----- Input material

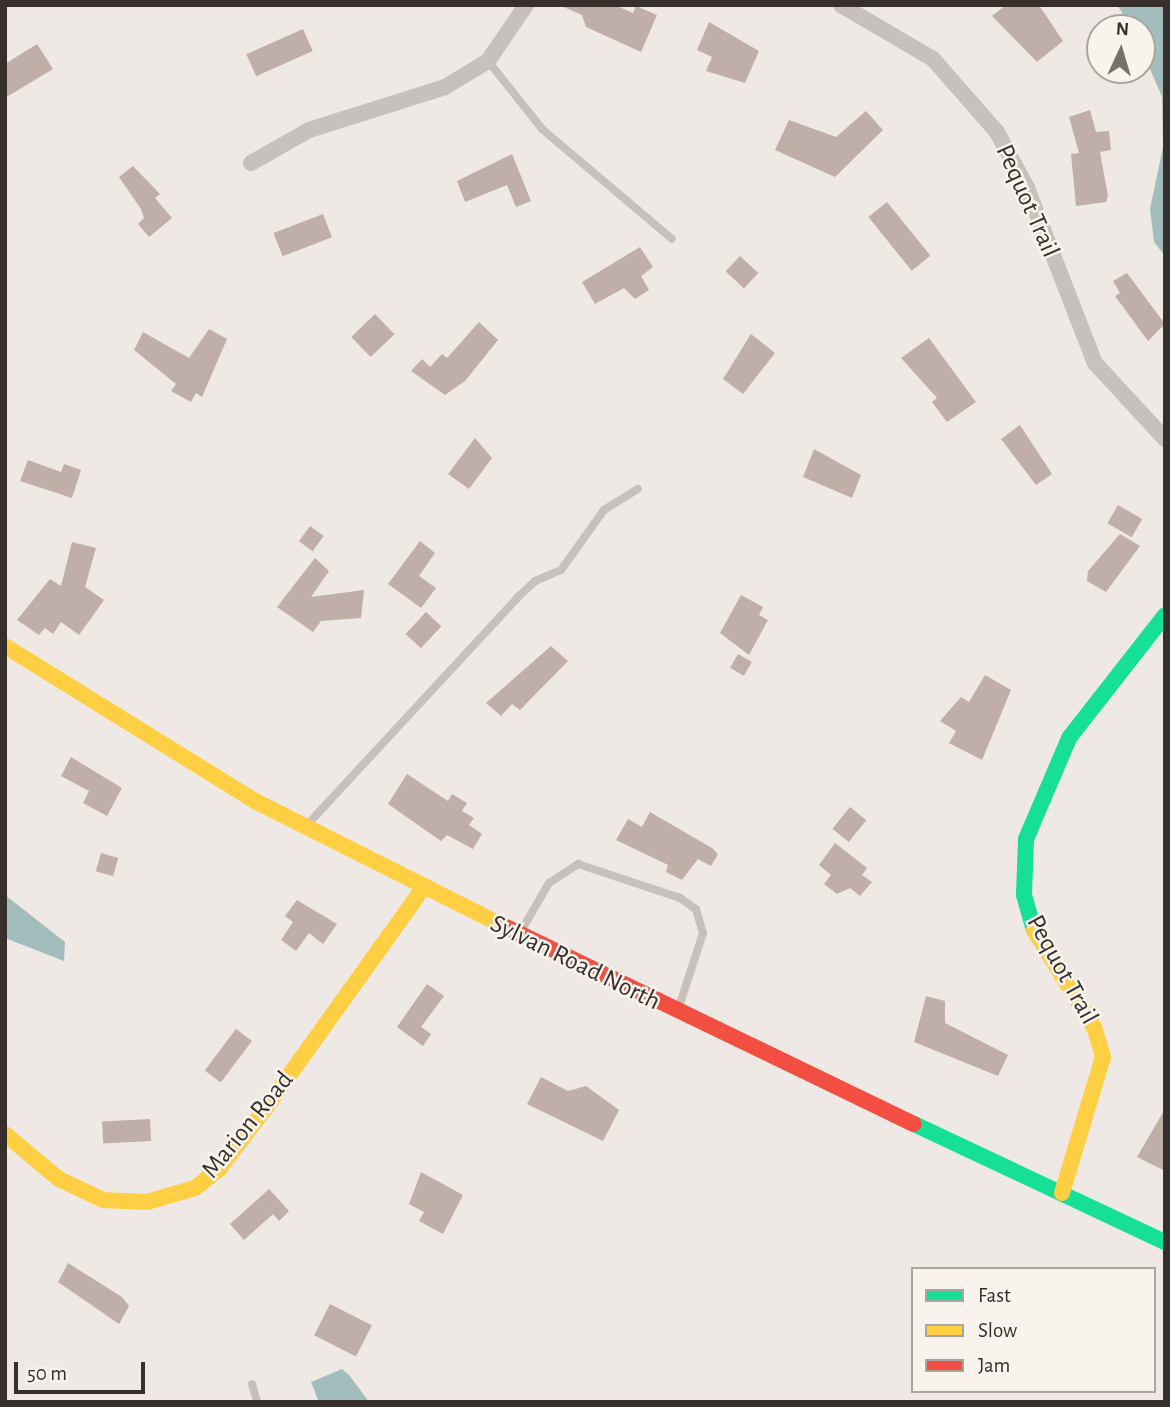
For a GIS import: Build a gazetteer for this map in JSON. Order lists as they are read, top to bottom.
{
  "streets": {
    "street": ["Pequot Trail", "Sylvan Road North", "Marion Road"]
  },
  "crossings": [
    ["Pequot Trail", "Sylvan Road North"],
    ["Sylvan Road North", "Marion Road"]
  ],
  "legend": ["Fast", "Slow", "Jam"],
  "scale_bar": "50 m",
  "north": "top"
}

----------

Each entry must be set down word for word; no image may be carried over.

For a GIS import: Build a gazetteer for this map in JSON. Order lists as they are read, top to bottom.
{
  "streets": {
    "street": ["Pequot Trail", "Sylvan Road North", "Marion Road"]
  },
  "crossings": [
    ["Pequot Trail", "Sylvan Road North"],
    ["Sylvan Road North", "Marion Road"]
  ],
  "legend": ["Fast", "Slow", "Jam"],
  "scale_bar": "50 m",
  "north": "top"
}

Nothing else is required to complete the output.